I admit, I'm in a kind of blogging slump. I haven't been able to muster up the strength to log onto TypePad and hit the keys since Summer and it's well past baseball season now. It's not as if tons of things didn't happen (the Red Sox, for one, 4 weddings, and Mexico, for another), but blogging for me feels like driving through a fog, sometimes I find really wonderful things looming out of the mist, and sometimes I just wander listlessly, but it's never a straight shot.  Sometimes I wonder why I even keep a blog. I'm not the most interesting person I know. Many of my friends are better writers, have more happening lives, and tell better stories than me. Not to say I'm chopped liver but other people's lives are more interesting than my own.

I think my problem is that I just can't find a voice/vision of my own. Mike's blog Bunkosquad.com is full of humor, Boston, sports, and travel, all the things that make up Mike. You can hear his voice when you read his blog. Same with jess and infinitejess.com. Totally culturally relevant, totally jess. And Meegs' BookDwarf.com is informative, addictive, and crammed full of literary goodness, like Meegs. Maybe I just have blog-envy.

So, what should I do? I am lost.

July 27, 2007

Stardust

16_800_2 I went to a screening of Stardust last night courtesy of my favorite bookstore and the Brattle Theatre.
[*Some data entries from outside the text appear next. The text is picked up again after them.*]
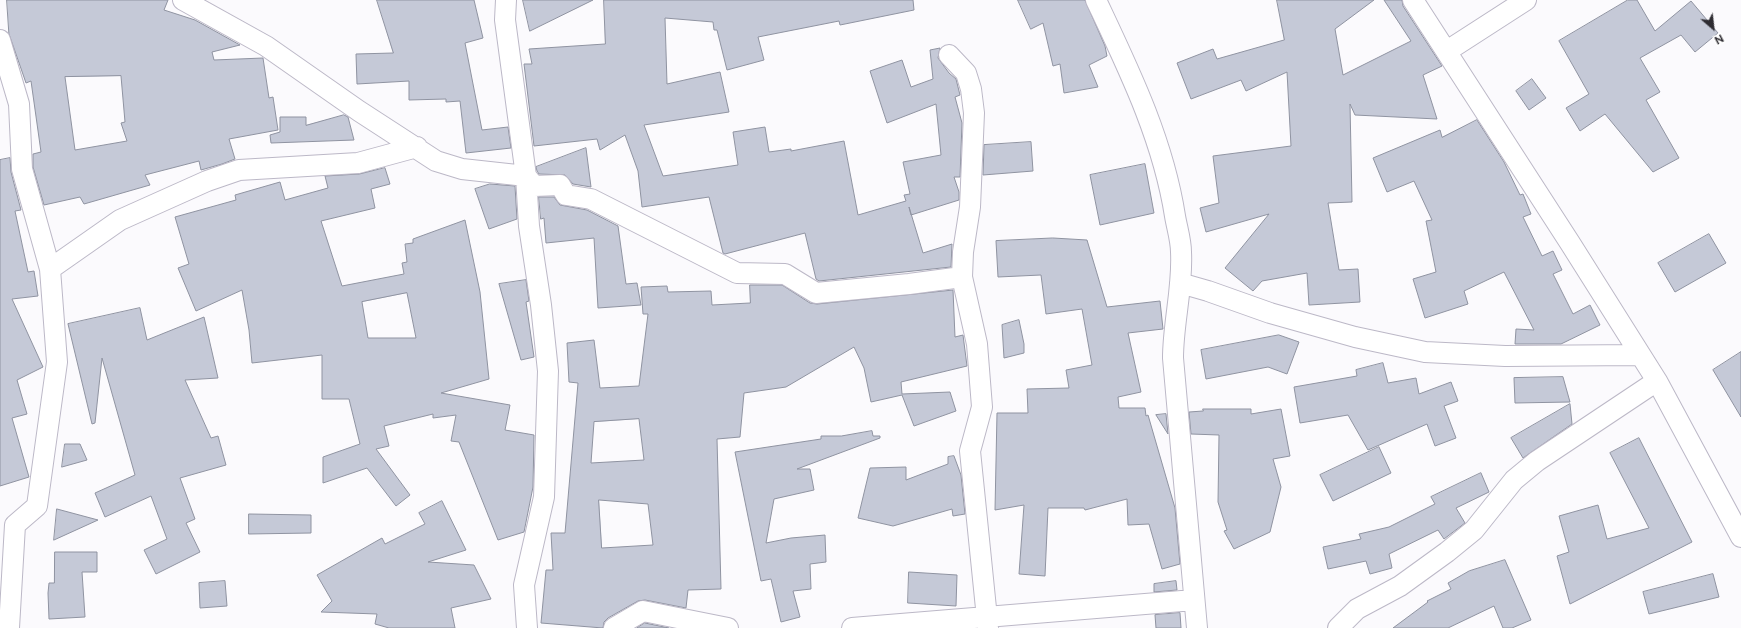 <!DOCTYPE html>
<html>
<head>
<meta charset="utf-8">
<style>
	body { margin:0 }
	#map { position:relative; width:1741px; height:628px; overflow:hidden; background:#fbfafd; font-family:Raleway,sans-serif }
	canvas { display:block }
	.north { position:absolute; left:1693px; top:8px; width:40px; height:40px; -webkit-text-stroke:3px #fff; paint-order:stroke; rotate:152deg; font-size:11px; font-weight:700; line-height:16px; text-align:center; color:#2e2c32 }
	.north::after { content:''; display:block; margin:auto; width:14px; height:18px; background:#2e2c32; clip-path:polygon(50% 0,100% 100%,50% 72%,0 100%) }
</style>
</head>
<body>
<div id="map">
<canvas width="1741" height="628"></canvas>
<div class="north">N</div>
</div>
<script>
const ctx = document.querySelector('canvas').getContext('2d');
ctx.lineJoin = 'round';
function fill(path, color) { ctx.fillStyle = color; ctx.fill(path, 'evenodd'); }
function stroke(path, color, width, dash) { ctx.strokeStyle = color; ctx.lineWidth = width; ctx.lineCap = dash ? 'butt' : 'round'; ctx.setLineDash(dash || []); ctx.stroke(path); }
const building = new Path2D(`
	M 7,0 L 168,0 L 164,10 L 195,20 L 240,45 L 212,52 L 214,60 L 263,58 L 269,98 L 273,97 L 278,130 L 229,139 L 235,159 L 222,164 L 201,170 L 199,161 L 145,175 L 150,185 L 84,204 L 80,197 L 44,205 L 33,167 L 33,154 L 41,152 L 31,81 L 26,83 L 9,34 ZM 121,76 L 125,122 L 121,123 L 127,141 L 75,150 L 65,77 Z
	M 377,0 L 474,0 L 483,38 L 465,43 L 482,130 L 508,127 L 511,148 L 466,153 L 460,101 L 446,102 L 446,99 L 409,100 L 409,81 L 357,84 L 356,54 L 393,53 Z
	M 523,0 L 593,0 L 530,31 Z
	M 604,0 L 913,0 L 914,10 L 840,25 L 839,21 L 758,37 L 764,60 L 727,70 L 717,30 L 714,30 L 713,22 L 665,18 L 667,84 L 720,72 L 729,112 L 644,125 L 663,176 L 738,165 L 733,132 L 765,127 L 769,152 L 791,149 L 791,151 L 844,141 L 858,215 L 906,201 L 904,195 L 910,194 L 903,162 L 941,155 L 936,104 L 887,123 L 870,71 L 902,60 L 911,87 L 933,79 L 930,50 L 940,48 L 938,58 L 949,73 L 956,79 L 960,95 L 955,97 L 962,123 L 960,177 L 954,177 L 959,192 L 959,200 L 911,215 L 909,207 L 923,253 L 952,244 L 951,267 L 819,281 L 816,279 L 805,233 L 725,254 L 723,253 L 709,197 L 642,207 L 638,171 L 625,135 L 600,150 L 597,139 L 534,146 L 524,64 L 532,64 L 529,49 L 605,44 Z
	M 1018,0 L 1085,0 L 1105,46 L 1107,56 L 1089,65 L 1098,87 L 1064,93 L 1060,64 L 1053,66 L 1043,23 L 1031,29 Z
	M 1277,0 L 1374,0 L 1335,29 L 1343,75 L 1411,41 L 1384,0 L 1402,0 L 1403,6 L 1442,66 L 1423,75 L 1437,119 L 1355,115 L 1350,104 L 1352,202 L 1328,203 L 1339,270 L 1358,269 L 1360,302 L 1309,305 L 1307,273 L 1262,281 L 1253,291 L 1225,268 L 1269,214 L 1206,232 L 1200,208 L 1219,203 L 1213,156 L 1291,146 L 1287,72 L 1246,91 L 1241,80 L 1191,99 L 1177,63 L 1213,49 L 1217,59 L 1284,40 Z
	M 1628,0 L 1637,0 L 1655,31 L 1691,1 L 1718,33 L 1695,52 L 1681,35 L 1640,58 L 1660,92 L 1646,100 L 1679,158 L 1653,172 L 1605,114 L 1580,131 L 1566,108 L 1589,94 L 1559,41 Z
	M 1532,79 L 1546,98 L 1529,110 L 1516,91 Z
	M 344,115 L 348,117 L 354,140 L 271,143 L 270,135 L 280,132 L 280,117 L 306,117 L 306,125 Z
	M 1477,120 L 1504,162 L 1520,195 L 1523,194 L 1531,214 L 1523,217 L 1542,256 L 1553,251 L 1562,270 L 1553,274 L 1573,314 L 1590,305 L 1600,325 L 1561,344 L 1515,344 L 1516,329 L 1534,330 L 1504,272 L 1464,291 L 1468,304 L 1425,318 L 1413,279 L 1436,272 L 1426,221 L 1432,220 L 1414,181 L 1387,192 L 1373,158 L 1440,130 L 1442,137 Z
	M 1031,142 L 1033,171 L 983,175 L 984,145 Z
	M 586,148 L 591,187 L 573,184 L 565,175 L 539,174 L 537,171 L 536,167 Z
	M 10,158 L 11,172 L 21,210 L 15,211 L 28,272 L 34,271 L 38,296 L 12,299 L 43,367 L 17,380 L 27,414 L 12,418 L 29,477 L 0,486 L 0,160 Z
	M 1145,164 L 1154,213 L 1100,225 L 1090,175 Z
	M 385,168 L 390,184 L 371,189 L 375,208 L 321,221 L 342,286 L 404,274 L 402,263 L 407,262 L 405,244 L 413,243 L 413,239 L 465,220 L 480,292 L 489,379 L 441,393 L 510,405 L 505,430 L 534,435 L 533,487 L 524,532 L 498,540 L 459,442 L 451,441 L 456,415 L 433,418 L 433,414 L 384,426 L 389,446 L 376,449 L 410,495 L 396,506 L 367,468 L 323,483 L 323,457 L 360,444 L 349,399 L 322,399 L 322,355 L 252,363 L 249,330 L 242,290 L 196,311 L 178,268 L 189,264 L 175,217 L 236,200 L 235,195 L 280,182 L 285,200 L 328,188 L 325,176 L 359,174 ZM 407,293 L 416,338 L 368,338 L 362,302 Z
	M 490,184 L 515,186 L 517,219 L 489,229 L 475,189 Z
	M 539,197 L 554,197 L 560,205 L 587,210 L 618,226 L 626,284 L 637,283 L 641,305 L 598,308 L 594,238 L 546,243 L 544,218 L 541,219 Z
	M 1709,234 L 1726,263 L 1675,292 L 1658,263 Z
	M 1053,238 L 1087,240 L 1107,307 L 1160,301 L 1163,329 L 1128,333 L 1141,392 L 1118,397 L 1119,408 L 1145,408 L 1146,416 L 1148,415 L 1175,508 L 1180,564 L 1162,569 L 1149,524 L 1128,525 L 1127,499 L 1085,510 L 1084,508 L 1048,508 L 1045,576 L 1019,574 L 1024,505 L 995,510 L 997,413 L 1028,413 L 1027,389 L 1069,388 L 1066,370 L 1092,365 L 1082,309 L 1046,314 L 1041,275 L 998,277 L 996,241 Z
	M 526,280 L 529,301 L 526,302 L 534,357 L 521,360 L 499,284 Z
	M 750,285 L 782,285 L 810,303 L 817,304 L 953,290 L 955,337 L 963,335 L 967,366 L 901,382 L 902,394 L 950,392 L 956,411 L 914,426 L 902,395 L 871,402 L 864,368 L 854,347 L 786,387 L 744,393 L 740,437 L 717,439 L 721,589 L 688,590 L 686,608 L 645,600 L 638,601 L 608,618 L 604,622 L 603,628 L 541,623 L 546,570 L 553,570 L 551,533 L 565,533 L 578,383 L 569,382 L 567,343 L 594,340 L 600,388 L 639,386 L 648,314 L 643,314 L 641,287 L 667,286 L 668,292 L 711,291 L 712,305 L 750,303 ZM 639,419 L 644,460 L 591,463 L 594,422 ZM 599,500 L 648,504 L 653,545 L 602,548 Z
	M 140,308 L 147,340 L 204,317 L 218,378 L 185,380 L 211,438 L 218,436 L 226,465 L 180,478 L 195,519 L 186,523 L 200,552 L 156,574 L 144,550 L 167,539 L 151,496 L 105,517 L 95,493 L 135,475 L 102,358 L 95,423 L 92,424 L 68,324 Z
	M 1019,320 L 1024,344 L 1024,353 L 1004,358 L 1002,325 Z
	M 1279,335 L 1299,342 L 1287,374 L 1268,367 L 1206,379 L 1201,350 Z
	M 1741,352 L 1741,417 L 1713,370 Z
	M 1383,363 L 1388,383 L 1416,378 L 1419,394 L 1451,382 L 1458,401 L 1444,406 L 1456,438 L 1435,446 L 1427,424 L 1368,450 L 1348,415 L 1300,423 L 1294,387 L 1357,376 L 1356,370 Z
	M 1563,377 L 1570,402 L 1515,403 L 1514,378 Z
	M 1570,404 L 1572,424 L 1523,458 L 1511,438 Z
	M 1203,409 L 1251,409 L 1251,414 L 1281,409 L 1290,456 L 1273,459 L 1281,487 L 1270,532 L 1234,549 L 1224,531 L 1227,530 L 1218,502 L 1219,435 L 1191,434 L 1189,412 L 1203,411 Z
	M 1166,414 L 1168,434 L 1156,415 Z
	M 872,431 L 873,436 L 880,436 L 880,438 L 797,469 L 810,469 L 814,490 L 774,499 L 766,543 L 791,538 L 825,535 L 826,562 L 810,564 L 811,589 L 793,591 L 800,617 L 781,622 L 771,579 L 761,581 L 735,452 L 821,439 L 821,436 L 841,436 Z
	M 1639,438 L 1692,542 L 1570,604 L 1557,556 L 1569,552 L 1559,516 L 1598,505 L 1607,539 L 1649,528 L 1610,453 Z
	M 65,444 L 80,444 L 87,460 L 62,467 Z
	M 1379,447 L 1391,473 L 1333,501 L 1320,475 Z
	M 954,456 L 961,475 L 965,514 L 953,516 L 952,509 L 893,526 L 858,518 L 870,468 L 906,467 L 906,480 L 948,464 L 948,457 Z
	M 1481,473 L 1489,492 L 1456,508 L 1465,523 L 1444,539 L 1438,530 L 1389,554 L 1392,568 L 1370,574 L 1366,561 L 1328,569 L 1323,547 L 1361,539 L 1359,534 L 1389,527 L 1435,504 L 1431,497 Z
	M 442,501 L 466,550 L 428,562 L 474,565 L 491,599 L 451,608 L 455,628 L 389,628 L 375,624 L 377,614 L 321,612 L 332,601 L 317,575 L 382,538 L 385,544 L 425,524 L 419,513 Z
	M 57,509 L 98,520 L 54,540 Z
	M 249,514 L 311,515 L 311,533 L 249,534 Z
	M 55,552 L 97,552 L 97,572 L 82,572 L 85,617 L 49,619 L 48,593 L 49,583 L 54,583 Z
	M 1505,560 L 1531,620 L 1512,628 L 1503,628 L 1494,606 L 1448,628 L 1393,628 L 1428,602 L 1427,601 L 1451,589 L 1448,583 L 1469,571 Z
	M 909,572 L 957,575 L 956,606 L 908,603 Z
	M 1713,574 L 1719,597 L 1649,614 L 1643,592 Z
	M 225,581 L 227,606 L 200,608 L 199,583 Z
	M 1176,581 L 1177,590 L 1154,592 L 1154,584 Z
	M 1180,613 L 1181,628 L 1156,628 L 1155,615 Z
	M 645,623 L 669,628 L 637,628 Z`);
fill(building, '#c5c9d7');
stroke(building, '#8f93a1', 1);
const minor = new Path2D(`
	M 183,0 L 266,46 L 359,111 L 436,161 L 462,169 L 526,176 L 534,186 L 560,185 L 566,195 L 591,199 L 737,273 L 785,274 L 816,293 L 909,284 L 962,277
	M 506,0 L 505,20 L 526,176 L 529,226 L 541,305 L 548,371 L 544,497 L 524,585 L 527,628
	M 1096,0 C 1129,70 1163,139 1175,216 C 1177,228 1181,240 1181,252 C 1183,288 1173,323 1173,358 L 1197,628
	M 1413,0 L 1570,243 L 1657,381 L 1741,537
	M 0,40 L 19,104 L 22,169 L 50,269 L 57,362 L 37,506 L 15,525 L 9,628
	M 1447,51 L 1526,0
	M 949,55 L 966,73 L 971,89 L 974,113 L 970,207 L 963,252 L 962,277 L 977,344 L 982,407 L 970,451 L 988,628
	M 50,269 L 120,220 L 207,181 L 239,170 L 358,163 L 417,147
	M 1180,283 L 1208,291 L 1270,313 L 1355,337 L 1425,352 L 1505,356 L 1640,355
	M 614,628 L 643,611 L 728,628
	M 852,628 L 1194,600
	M 1338,628 L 1357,609 L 1400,586 L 1447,552 L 1474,530 L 1514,480 L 1537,461 L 1657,381`);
stroke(minor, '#bcb8c7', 22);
stroke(minor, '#fff', 20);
</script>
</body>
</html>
Now, as most of you know, I am a huge Gaiman fan, so I've been looking forward to this for a while. I love fantasy movies and there have been few and far between, besides Pan's Labyrinth, which I adore.

It's been years since I read Stardust so I went into the movie having forgotten most of the plot. The movie promised to be chock full of stars including Michelle Pfeiffer, Robert De Niro, and Claire Danes, with some sweet pop-ins by Ricky Gervais and Rupert Everett. The main character, Tristan, is played by Charlie Cox whom I have never heard of, but looks pretty cute in the posters.

Tristan is in love with the beautiful Victoria. (A complete aside: I know Victoria is kind of a "stuffy" name to have but, man, I can't remember the last time a Victoria has been a good/decent character. Give a girl a break, will ya?) She is all haughty and would rather have dashing Humphrey (who is played by someone who looks weirdly like Cary Elwes) but she is not adverse to Tristan's advances either because, face it, he's pretty adorable. In a moment of drunken bravado, Tristan vows to bring Victoria back a fallen star to prove his love for her and sets off on an adventure over the wall that separates the town of Wall in the real world and the magical realm of Stormhold. The star, it turns out, is corporal and is named Yvaine, played very nicely by Claire Danes (who I usually don't care for but she is pretty likable here). Michelle Pfeiffer makes for a wickedly fun witch, named Lamia, who is also after the fallen star for her own evil reasons, but it's Robert De Niro, as Captain Shakespeare, who steals the movie in some unforgettable scenes. I've just finished watching Godfather, Part 2, so it's quite a shocker!

So, how was the movie? I liked it a lot. It was cute, sweet, funny, all-in-all, a good time. Some small nit-picky things bothered me but I'm a geek. Someone likened it to the Princess Bride on IMDB and that's pretty accurate. The overall effort was very nice and I would recommend this movie to anyone looking for a fun movie. I was happy with it and give it a near perfect four out of five bunnies!